[MATERIAL PROVIDED — start]
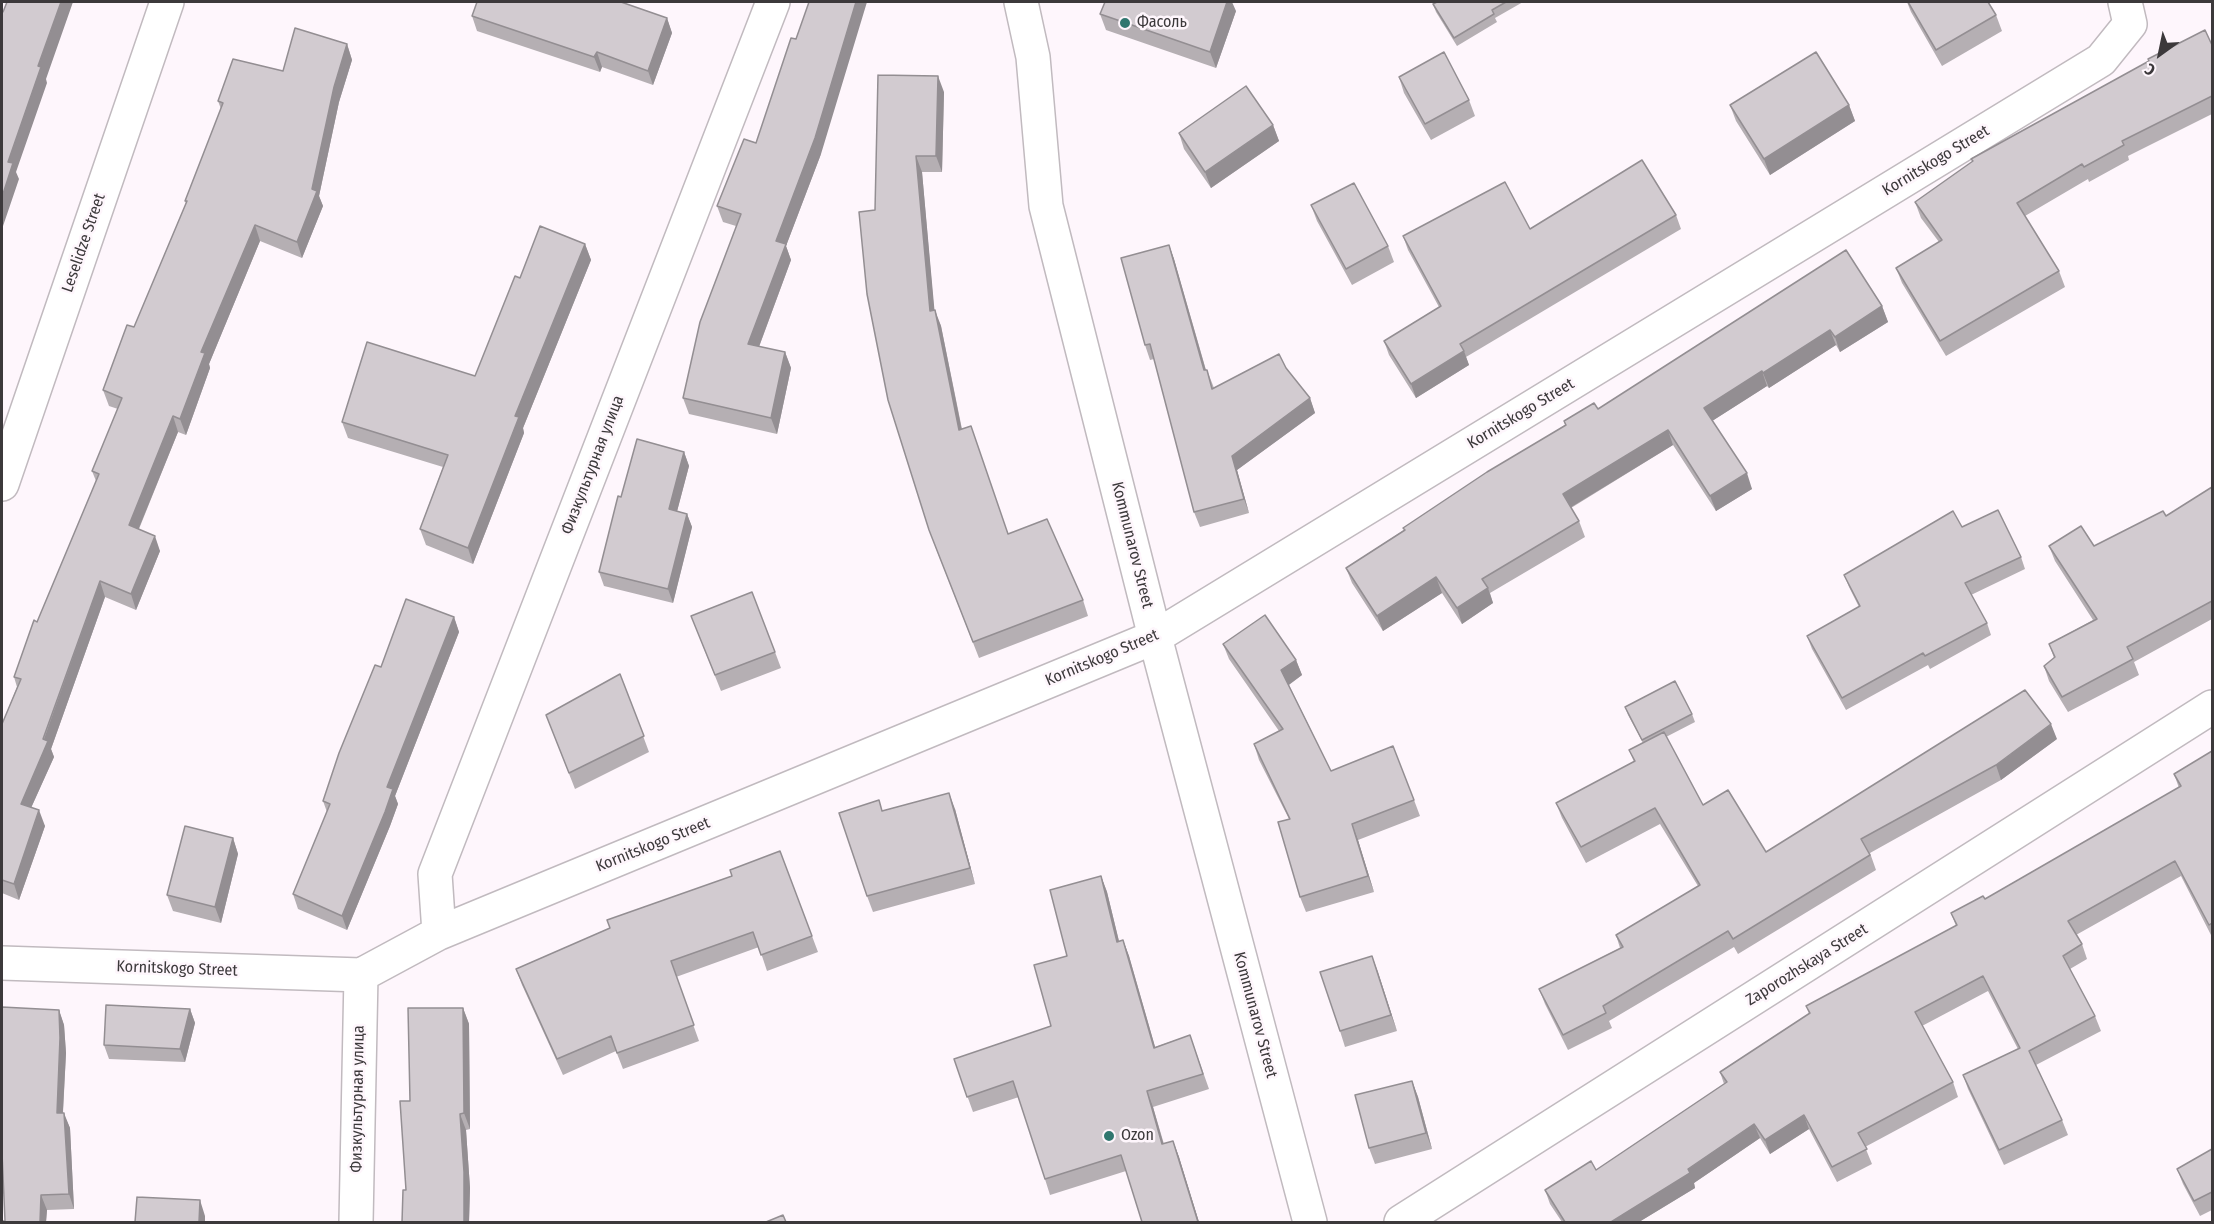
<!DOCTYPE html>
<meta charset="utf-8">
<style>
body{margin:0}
#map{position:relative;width:2214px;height:1224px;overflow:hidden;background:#fef6fc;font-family:"Fira Sans Condensed",sans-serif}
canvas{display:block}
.frame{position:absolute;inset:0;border:3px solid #3c393b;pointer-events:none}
.north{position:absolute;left:2130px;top:24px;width:60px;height:60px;-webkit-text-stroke:4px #fef6fc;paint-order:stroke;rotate:213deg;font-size:16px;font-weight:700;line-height:24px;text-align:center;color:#3c393b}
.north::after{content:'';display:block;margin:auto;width:21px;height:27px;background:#3c393b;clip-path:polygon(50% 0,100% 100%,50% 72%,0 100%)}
</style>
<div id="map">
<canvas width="2214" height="1224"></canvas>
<div class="frame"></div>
<div class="north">С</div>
</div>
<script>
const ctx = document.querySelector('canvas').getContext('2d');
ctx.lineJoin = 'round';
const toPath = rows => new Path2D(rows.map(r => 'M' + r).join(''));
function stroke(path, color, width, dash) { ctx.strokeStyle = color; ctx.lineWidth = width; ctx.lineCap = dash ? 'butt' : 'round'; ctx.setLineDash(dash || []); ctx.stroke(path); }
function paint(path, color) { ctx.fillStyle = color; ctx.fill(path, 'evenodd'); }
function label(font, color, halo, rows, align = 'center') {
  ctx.font = font + ' "Fira Sans Condensed",sans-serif'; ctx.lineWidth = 5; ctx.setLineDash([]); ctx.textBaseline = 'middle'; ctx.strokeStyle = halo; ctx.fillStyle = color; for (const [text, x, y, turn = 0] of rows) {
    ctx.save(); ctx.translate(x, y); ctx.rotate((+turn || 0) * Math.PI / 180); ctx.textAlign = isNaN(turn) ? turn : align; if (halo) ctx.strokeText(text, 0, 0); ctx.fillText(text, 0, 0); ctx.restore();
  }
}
const minor = toPath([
 [1021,2,1033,57,1046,206,1155,637,1310,1222],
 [2,484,167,2],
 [439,933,435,874,773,2],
 [2,963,361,975,439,933,1155,637,2101,60,2130,24,2125,2],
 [356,1222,361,975],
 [1401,1222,2212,707]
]);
stroke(minor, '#c1babf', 36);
stroke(minor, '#fff', 33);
paint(toPath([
 [1437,2,1523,2,1495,18,1497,22,1457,46,1436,12,1433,4],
 [1907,2,1988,2,1996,15,2002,31,1942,66,1911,12],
 [1236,11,1216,68,1106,30,1100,14],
 [472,16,667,18,672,33,653,85,602,67,600,72,477,31],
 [347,44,352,60,339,102,319,196,323,206,302,258,260,241,209,364,210,368,186,435,178,432,139,529,160,551,136,610,105,597,51,749,54,757,31,808,45,826,19,900,2,893,2,724,17,687,14,677,96,481,92,471,118,409,109,406,103,390,134,327,186,203,185,201,221,109,218,101,283,71],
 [2212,45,2212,114,2128,156,2129,160,2089,182,2088,179,2025,216,2059,271,2065,287,1946,356,1902,283,1896,268,1939,242,1921,218,1915,202],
 [1399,77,1469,100,1475,116,1431,140,1404,93],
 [944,92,942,172,922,172,934,310,941,326,962,429,1008,533,1083,600,1088,616,979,658,935,546,875,210],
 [1730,105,1849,105,1855,121,1770,175,1736,121],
 [1273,125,1279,141,1211,188,1184,149,1179,133],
 [821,154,786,246,791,260,759,347,785,352,791,368,777,434,689,414,683,398,736,226,723,222,717,206],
 [1311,205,1388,246,1394,262,1352,285,1317,221],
 [1676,215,1681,229,1466,357,1469,365,1416,398,1389,355,1384,341,1439,307,1408,250,1403,236,1530,229],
 [585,244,591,260,523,428,524,433,473,564,426,545,420,529,443,467,348,438,342,422,475,376,520,278],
 [1169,245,1174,259,1206,370,1207,370,1214,388,1310,398,1315,413,1237,470,1249,513,1200,527,1194,512,1154,359,1150,360,1145,345],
 [1882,306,1888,322,1840,352,1836,345,1769,388,1767,386,1712,421,1752,489,1716,511,1673,445,1571,508,1579,521,1585,537,1490,593,1493,603,1462,624,1442,593,1383,631,1352,583,1346,568,1404,530,1403,528,1565,425,1564,421],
 [684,452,689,466,677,511,687,514,692,527,673,603,604,586,599,572,621,497],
 [2212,487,2212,619,2134,662,2139,675,2068,712,2049,681,2044,666,2054,658,2049,644,2093,620,2055,561,2049,546,2094,546,2166,516],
 [1962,527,2021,557,2025,569,1971,595,1987,623,1991,635,1930,669,1928,665,1846,710,1812,649,1807,636,1859,607,1849,587,1844,575],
 [691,616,775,652,781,668,721,691],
 [454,617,459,632,395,796,398,804,390,826,347,930,298,909,293,894,327,812,323,801,381,667],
 [1223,644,1296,660,1302,675,1289,685,1331,771,1414,800,1420,816,1358,840,1374,892,1306,912,1300,897,1289,819,1259,760,1254,744,1279,731,1229,659],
 [620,674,649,752,575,789,546,715],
 [1625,707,1692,714,1695,722,1666,737,1703,805,1766,852,2057,739,2001,780,1870,853,1876,870,1738,954,1734,947,1609,1021,1612,1028,1568,1050,1545,1004,1539,989,1620,948,1616,935,1698,886,1660,824,1586,863,1562,818,1556,803,1634,762,1629,750,1643,743,1628,715],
 [2212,751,2212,937,2181,876,2076,935,2082,944,2087,959,2070,969,2095,1016,2101,1031,2036,1065,2062,1120,2068,1135,2004,1165,1968,1089,1963,1075,2018,1049,1988,991,1922,1026,1953,1082,1958,1097,1865,1147,1872,1164,1837,1182,1809,1129,1770,1154,1760,1138,1694,1183,1695,1188,1639,1222,1562,1222,1550,1204,1545,1190,1596,1170,1724,1084,1720,1072,1809,1014,1806,1006,1956,926,1951,913,1985,899,2179,788,2174,774],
 [955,809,975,884,873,912,867,896,883,811],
 [233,838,238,854,221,923,173,911,167,895],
 [780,851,818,952,767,971,759,947,676,977,699,1041,623,1069,616,1051,563,1075,522,985,516,969,732,876],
 [1101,876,1107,892,1119,941,1123,940,1129,956,1155,1047,1190,1035,1209,1089,1153,1107,1164,1144,1173,1141,1179,1157,1199,1222,1142,1222,1126,1171,1050,1195,1019,1097,973,1112,954,1059,1051,1026,1067,956],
 [1372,956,1397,1031,1345,1047,1340,1031],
 [463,1008,469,1024,470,1129,466,1130,470,1188,469,1222,402,1222,406,1190,410,1101],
 [190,1009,195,1023,185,1062,109,1059,104,1045],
 [59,1010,64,1025,66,1053,63,1113,70,1128,74,1209,47,1210,46,1222,2,1222,5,1221],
 [1412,1081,1418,1097,1432,1149,1375,1164,1369,1148],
 [2212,1149,2212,1210,2200,1216,2183,1184,2177,1169]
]), '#b5afb3');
paint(toPath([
 [61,2,73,2,46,79,47,83,16,172,19,179,2,229,2,197,8,162,38,66],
 [856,2,867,2,821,154,786,246,791,260,754,360,748,344,776,241],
 [1227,2,1232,2,1236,11,1216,68,1210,52],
 [667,18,672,33,653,85,648,71],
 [347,44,352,60,339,102,319,196,323,206,302,258,297,242,312,189,334,87],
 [597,52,602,67,600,72,594,57],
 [938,76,944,92,942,172,936,156],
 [1849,105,1855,121,1770,175,1764,159],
 [1273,125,1279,141,1211,188,1205,172],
 [916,156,922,172,936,327,930,311],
 [255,225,260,241,209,364,210,368,186,435,180,419,201,352],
 [585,244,591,260,523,428,524,433,473,564,468,548,515,416],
 [1169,245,1174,259,1210,385,1204,370],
 [1882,306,1888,322,1840,352,1835,337],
 [935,310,941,326,965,446,959,430],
 [1830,330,1836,345,1769,388,1763,373],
 [1464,351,1469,365,1416,398,1411,384],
 [785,352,791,368,777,434,771,418],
 [1762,371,1767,386,1709,423,1704,408],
 [1310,398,1315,413,1237,470,1249,513,1244,499,1232,456],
 [173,416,178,432,134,540,129,525],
 [1668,430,1673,445,1568,509,1563,494],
 [684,452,689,466,674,523,669,509],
 [1747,473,1752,489,1716,511,1710,496],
 [687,514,692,527,673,603,668,589],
 [155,536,160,551,136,610,131,594],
 [1436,577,1442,593,1383,631,1377,616],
 [100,581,105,597,51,749,54,757,26,819,21,804],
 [1488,588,1493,603,1462,624,1457,608],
 [454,617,459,632,395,796,398,804,390,826,347,930,342,916,387,787],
 [1296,660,1302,675,1287,686,1281,670],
 [2051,724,2057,739,2001,780,1996,765],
 [949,793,955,809,975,884,970,868],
 [39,810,45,826,19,900,14,884],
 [1352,824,1358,840,1374,892,1368,876],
 [233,838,238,854,221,923,215,907],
 [1101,876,1107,892,1123,958,1117,942],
 [1123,940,1129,956,1160,1064,1154,1048],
 [1372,956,1378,972,1397,1031,1391,1015],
 [463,1008,469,1024,470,1129,464,1113],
 [190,1009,195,1023,185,1062,180,1049],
 [59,1010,64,1025,66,1053,62,1128,57,1113],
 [1412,1081,1418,1097,1432,1149,1426,1133],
 [1147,1091,1153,1107,1168,1160,1162,1144],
 [64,1113,70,1128,74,1209,69,1194],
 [460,1114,466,1130,470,1188,469,1222,464,1222],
 [1804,1115,1809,1129,1770,1154,1765,1140],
 [1754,1124,1760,1138,1694,1183,1695,1188,1639,1222,1611,1222],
 [1173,1141,1179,1157,1199,1222,1198,1222],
 [41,1195,47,1210,46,1222,40,1222],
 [200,1200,205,1216,205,1222,199,1222]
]), '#938e92');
const building = toPath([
 [7,2,61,2,38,66,41,67,8,162,13,163,2,197,2,12,3,12,7,2],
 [477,2,621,2,667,18,648,71,597,52,594,57,472,16,477,2],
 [809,2,856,2,815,138,776,241,786,244,748,344,785,352,771,418,683,398,700,322,741,214,717,206,744,139,756,143,791,38,796,39,809,2],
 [1105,2,1227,2,1210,52,1100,14,1105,2],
 [1437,2,1506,2,1492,10,1494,14,1454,38,1433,4,1437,2],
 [1908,2,1988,2,1996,15,1936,50,1908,2],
 [295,28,347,44,334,87,312,189,317,191,297,242,255,225,201,352,205,353,180,419,173,416,129,525,155,536,131,594,100,581,43,739,48,741,21,804,39,810,14,884,2,880,2,724,21,679,14,677,34,620,37,622,99,474,92,471,122,398,103,390,127,325,134,327,187,201,185,201,223,103,218,101,233,59,283,71,295,28],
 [2205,30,2212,45,2212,96,2122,141,2124,145,2084,167,2082,164,2017,203,2059,271,1940,341,1896,268,1942,240,1915,202,1973,161,1971,159,2149,61,2148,59,2205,30],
 [1444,52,1469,100,1425,124,1399,77,1444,52],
 [1816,52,1849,105,1764,159,1730,105,1816,52],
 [878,75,938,76,936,156,916,156,930,311,935,310,959,430,971,426,1008,534,1047,519,1083,600,973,642,929,530,888,400,867,294,859,212,875,210,878,75],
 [1246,86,1273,125,1205,172,1179,133,1246,86],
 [1642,160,1676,215,1460,344,1464,351,1411,384,1384,341,1441,306,1403,236,1505,182,1530,229,1642,160],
 [1354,183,1388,246,1346,269,1311,205,1354,183],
 [540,226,585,244,515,416,519,417,468,548,420,529,448,455,342,422,367,342,475,376,515,276,520,278,540,226],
 [1169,245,1204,370,1207,370,1212,389,1279,354,1286,368,1310,398,1232,456,1244,499,1194,512,1150,344,1145,345,1121,258,1169,245],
 [1846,250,1882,306,1835,337,1830,330,1763,373,1762,371,1704,408,1747,473,1710,496,1668,430,1563,494,1579,521,1482,579,1488,588,1457,608,1436,577,1377,616,1346,568,1405,530,1403,528,1487,472,1566,425,1564,421,1594,403,1598,409,1846,250],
 [637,439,684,452,669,509,687,514,668,589,599,572,618,496,621,497,637,439],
 [2212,487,2212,601,2127,647,2133,659,2062,697,2044,666,2055,657,2049,644,2097,619,2049,546,2081,526,2094,546,2163,511,2166,516,2212,487],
 [1998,510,2021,557,1965,583,1987,623,1925,656,1923,653,1842,698,1807,636,1860,606,1844,575,1953,511,1962,527,1998,510],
 [752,592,775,652,715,675,691,616,752,592],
 [406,599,454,617,387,787,393,789,385,812,342,916,293,894,330,804,323,801,339,753,375,665,381,667,406,599],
 [1265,615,1296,660,1281,670,1331,771,1393,746,1414,800,1352,824,1368,876,1300,897,1278,822,1290,819,1254,744,1283,729,1223,644,1265,615],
 [620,674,644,736,569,773,546,715,620,674],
 [1675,681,1692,714,1642,740,1625,707,1675,681],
 [2025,690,2051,724,1996,765,1861,839,1870,855,1733,939,1728,931,1603,1006,1606,1013,1563,1035,1539,989,1623,947,1616,935,1700,885,1655,808,1581,847,1556,803,1635,761,1629,750,1664,732,1703,805,1728,790,1766,852,2025,690],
 [2212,751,2212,923,2209,925,2175,861,2068,921,2082,944,2063,956,2095,1016,2029,1051,2062,1120,1999,1150,1963,1075,2020,1048,1983,976,1915,1012,1953,1082,1858,1133,1867,1149,1832,1167,1804,1115,1765,1140,1754,1124,1688,1169,1690,1173,1611,1222,1565,1222,1545,1190,1591,1161,1596,1170,1727,1082,1720,1072,1810,1013,1806,1006,1957,925,1951,913,1983,896,1985,899,2181,786,2174,774,2212,751],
 [949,793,970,868,867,896,839,813,879,800,882,811,949,793],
 [185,826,233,838,215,907,167,895,185,826],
 [780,851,812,936,761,955,753,932,671,961,694,1025,617,1053,611,1036,557,1059,516,969,610,928,607,920,732,876,730,870,780,851],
 [1101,876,1117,942,1123,940,1154,1048,1190,1035,1203,1074,1147,1091,1162,1144,1173,1141,1198,1222,1142,1222,1121,1155,1045,1179,1013,1081,967,1097,954,1059,1051,1026,1034,965,1067,956,1050,890,1101,876],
 [1372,956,1391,1015,1340,1031,1320,972,1372,956],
 [106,1005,190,1009,180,1049,104,1045,106,1005],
 [2,1007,59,1010,60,1038,57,1113,64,1113,69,1194,41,1195,40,1222,2,1222,2,1221,5,1221,2,1153,2,1007],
 [408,1008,463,1008,464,1113,460,1114,464,1172,464,1222,402,1222,403,1190,406,1190,400,1101,410,1101,408,1008],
 [1412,1081,1426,1133,1369,1148,1355,1095,1412,1081],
 [2212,1149,2212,1192,2194,1201,2177,1169,2212,1149],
 [137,1197,200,1200,199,1222,135,1222,137,1197],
 [783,1215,786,1222,766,1222,783,1215]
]);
paint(building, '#d2cbd0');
stroke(building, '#938e92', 1.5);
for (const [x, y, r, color] of [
 [1125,23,6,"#30776f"],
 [1109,1136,6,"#30776f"]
]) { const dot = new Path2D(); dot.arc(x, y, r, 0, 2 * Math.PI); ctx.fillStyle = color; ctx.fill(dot); stroke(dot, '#fef6fc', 2); }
label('16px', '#3c393b', '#fef6fc', [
 ["Фасоль",1137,23],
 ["Ozon",1121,1136]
], 'left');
label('16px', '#3c393b', '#fef6fc', [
 ["Kornitskogo Street",1936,161,-31],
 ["Leselidze Street",84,243,-71],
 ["Kornitskogo Street",1521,414,-31],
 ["Физкультурная улица",593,465,-69],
 ["Kommunarov Street",1132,545,76],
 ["Kornitskogo Street",1102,658,-23],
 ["Kornitskogo Street",653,845,-22],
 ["Zaporozhskaya Street",1807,965,-32],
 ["Kornitskogo Street",177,969,2],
 ["Kommunarov Street",1255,1015,75],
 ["Физкультурная улица",358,1099,-89]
]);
</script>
[MATERIAL PROVIDED — finish]
Copy each line of the preceding data that contains the string "turn".

  ctx.font = font + ' "Fira Sans Condensed",sans-serif'; ctx.lineWidth = 5; ctx.setLineDash([]); ctx.textBaseline = 'middle'; ctx.strokeStyle = halo; ctx.fillStyle = color; for (const [text, x, y, turn = 0] of rows) {
    ctx.save(); ctx.translate(x, y); ctx.rotate((+turn || 0) * Math.PI / 180); ctx.textAlign = isNaN(turn) ? turn : align; if (halo) ctx.strokeText(text, 0, 0); ctx.fillText(text, 0, 0); ctx.restore();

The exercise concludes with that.